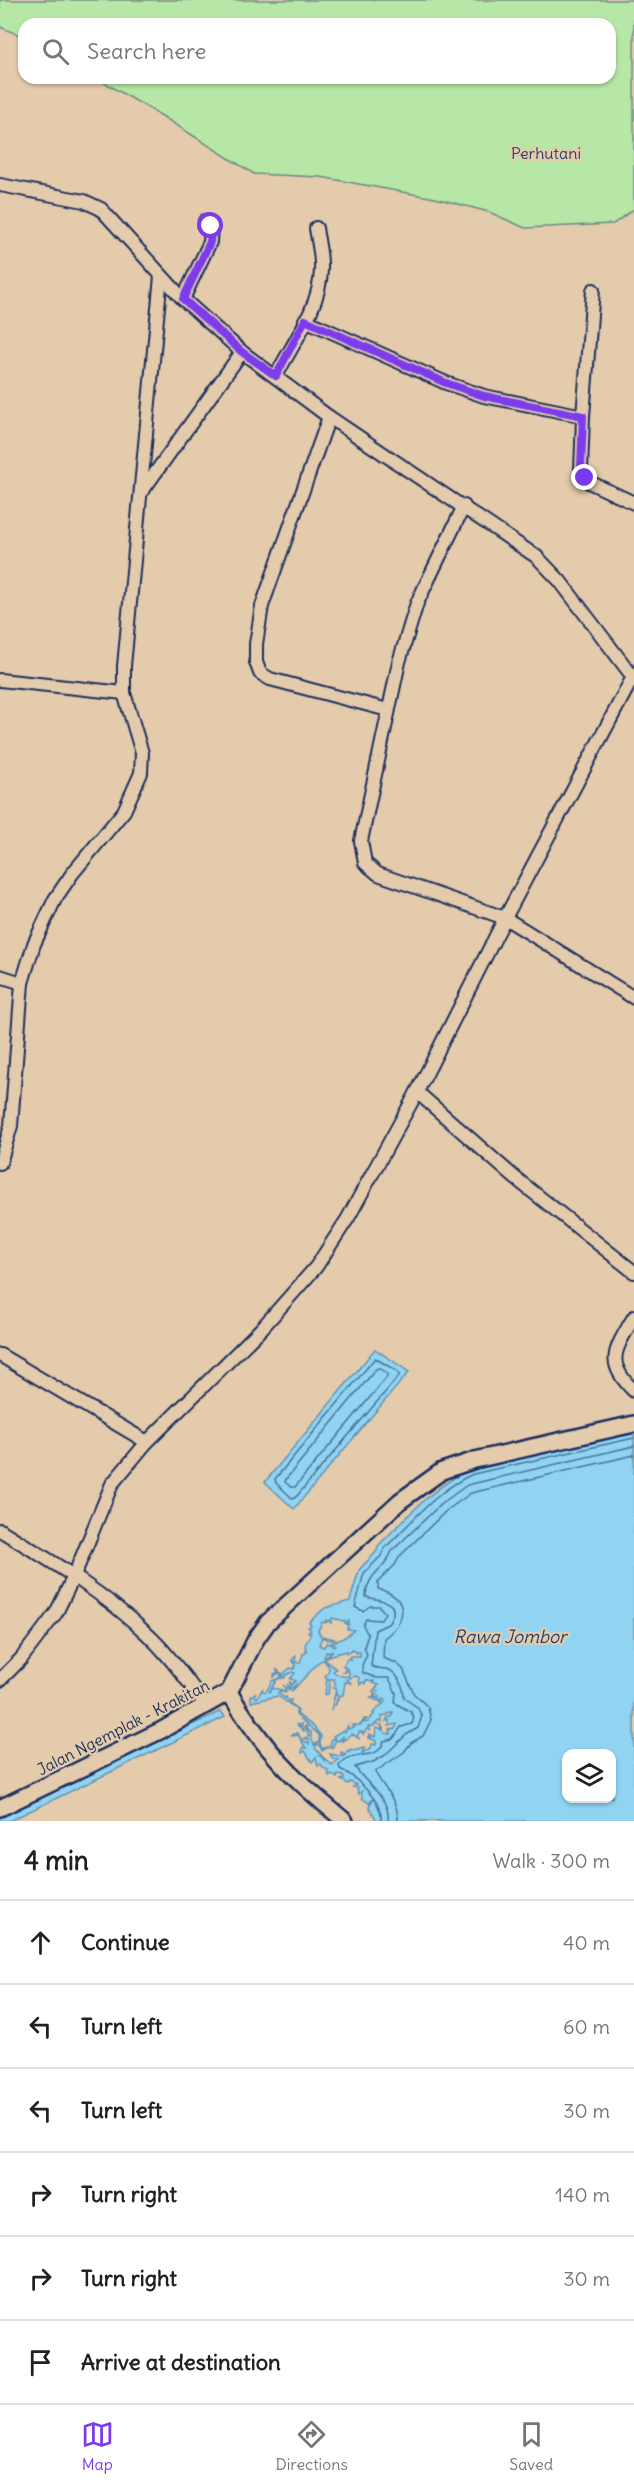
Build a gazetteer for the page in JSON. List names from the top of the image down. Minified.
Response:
{"streets":{"street":["Jalan Ngemplak - Krakitan"]},"water":["Rawa Jombor"],"parks":["Perhutani"],"page":{"search":"Search here","heading":["4 min","Walk · 300 m"],"list":[["Continue","40 m"],["Turn left","60 m"],["Turn left","30 m"],["Turn right","140 m"],["Turn right","30 m"],"Arrive at destination"],"nav":["Map","Directions","Saved"]}}
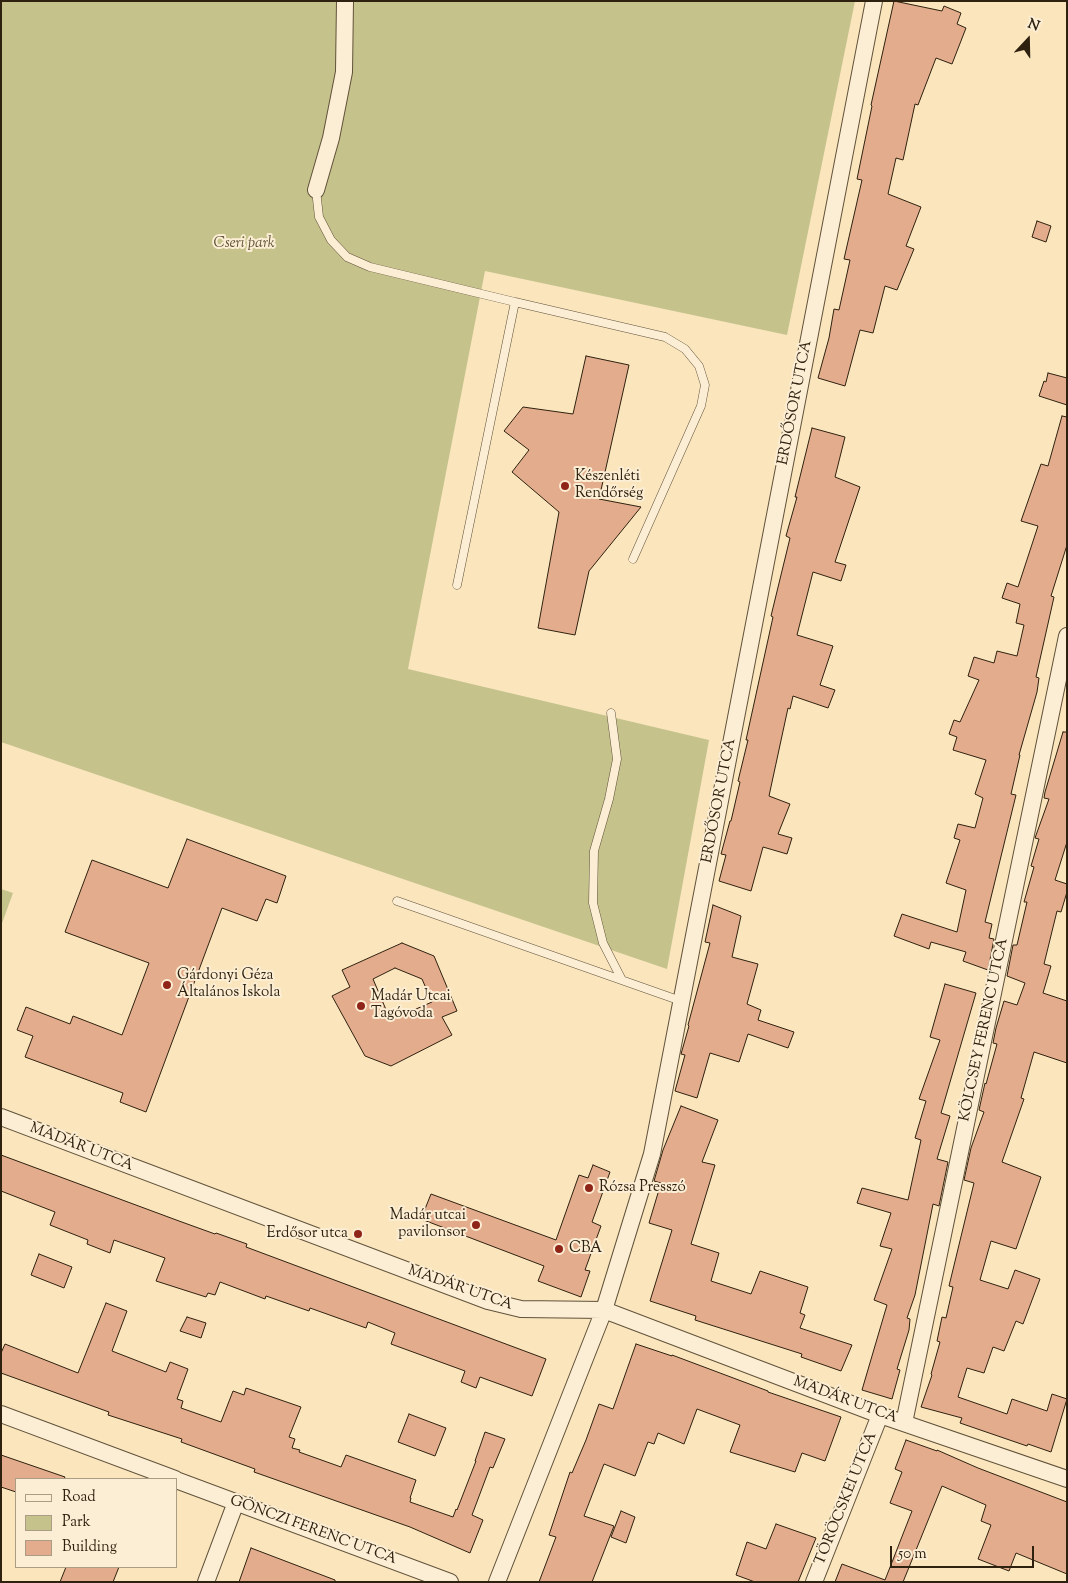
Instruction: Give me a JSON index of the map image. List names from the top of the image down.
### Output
{
  "streets": {
    "street": [
      "ERDŐSOR UTCA",
      "KÖLCSEY FERENC UTCA",
      "MADÁR UTCA",
      "TÖRÖCSKEI UTCA",
      "GÖNCZI FERENC UTCA"
    ]
  },
  "crossings": [
    ["ERDŐSOR UTCA", "MADÁR UTCA"],
    ["KÖLCSEY FERENC UTCA", "MADÁR UTCA"],
    ["MADÁR UTCA", "TÖRÖCSKEI UTCA"]
  ],
  "parks": ["Cseri park"],
  "places": [
    "Készenléti Rendőrség",
    "Gárdonyi Géza Általános Iskola",
    "Madár Utcai Tagóvoda",
    "Rózsa Presszó",
    "Madár utcai pavilonsor",
    "Erdősor utca",
    "CBA"
  ],
  "legend": ["Road", "Park", "Building"],
  "scale_bar": "50 m",
  "north": "top"
}
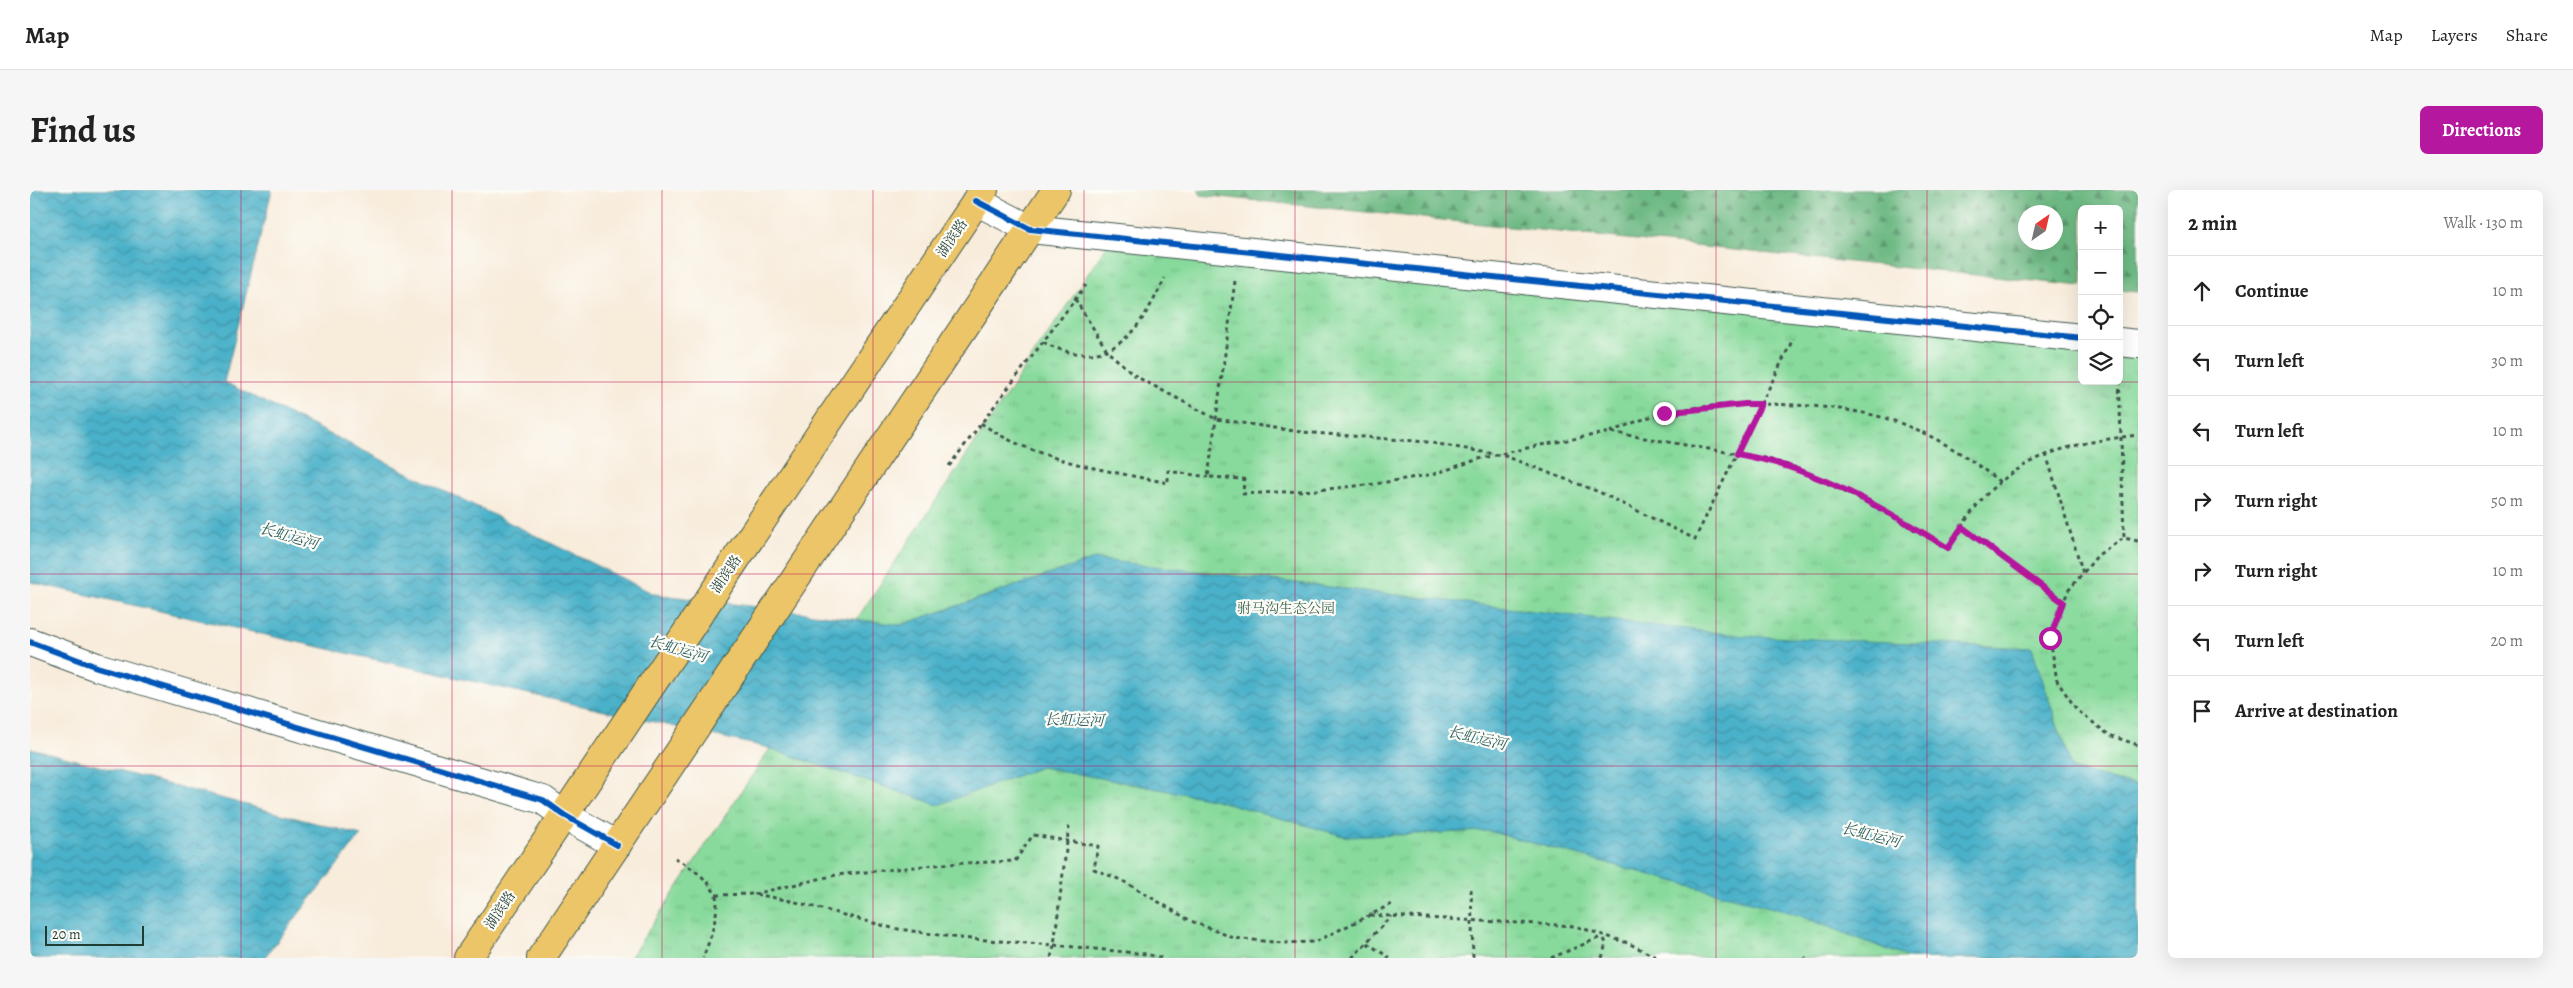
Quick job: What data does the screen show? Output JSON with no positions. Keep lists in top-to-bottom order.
{
  "streets": {
    "main road": ["湖滨路"]
  },
  "water": ["长虹运河"],
  "parks": ["驸马沟生态公园"],
  "scale_bar": "20 m",
  "north": "top right",
  "page": {
    "header": "Map",
    "nav": ["Map", "Layers", "Share"],
    "title": "Find us",
    "buttons": "Directions",
    "heading": ["2 min", "Walk · 130 m"],
    "map_buttons": ["+", "−"],
    "list": [
      ["Continue", "10 m"],
      ["Turn left", "30 m"],
      ["Turn left", "10 m"],
      ["Turn right", "50 m"],
      ["Turn right", "10 m"],
      ["Turn left", "20 m"],
      "Arrive at destination"
    ],
    "scale": "20 m"
  }
}
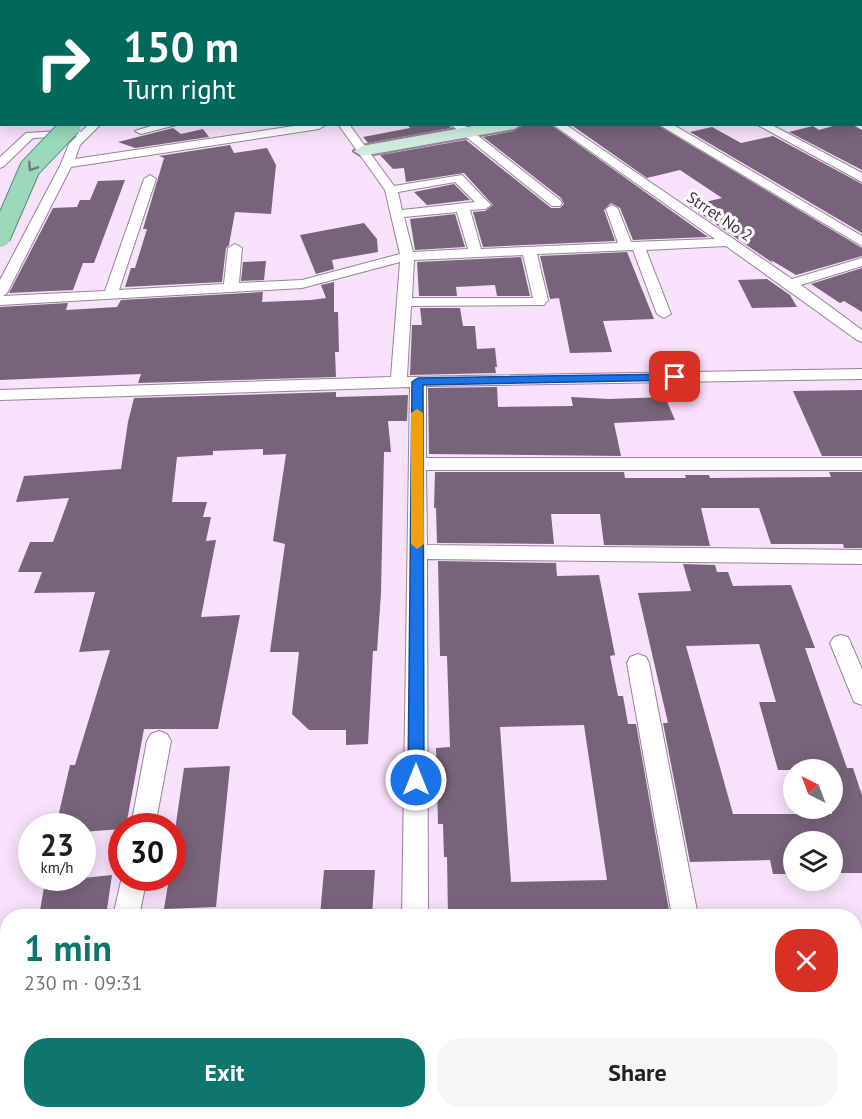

• _Try it_
Only the lines from the beginning of the records up to and including the line with "Instruction: Give me" should appear, exactly as they are, and no pictures.

• _Reply_
Build a gazetteer for the page in JSON. List names from the top of the image down. Minified.
Response:
{"streets":{"street":["Jalan Ngemplak - Krakitan"]},"water":["Rawa Jombor"],"parks":["Perhutani"],"page":{"search":"Search here","heading":["4 min","Walk · 300 m"],"list":[["Continue","40 m"],["Turn left","60 m"],["Turn left","30 m"],["Turn right","140 m"],["Turn right","30 m"],"Arrive at destination"],"nav":["Map","Directions","Saved"]}}
Instruction: Give me a JSON index of the map image. List names from the top of the image down.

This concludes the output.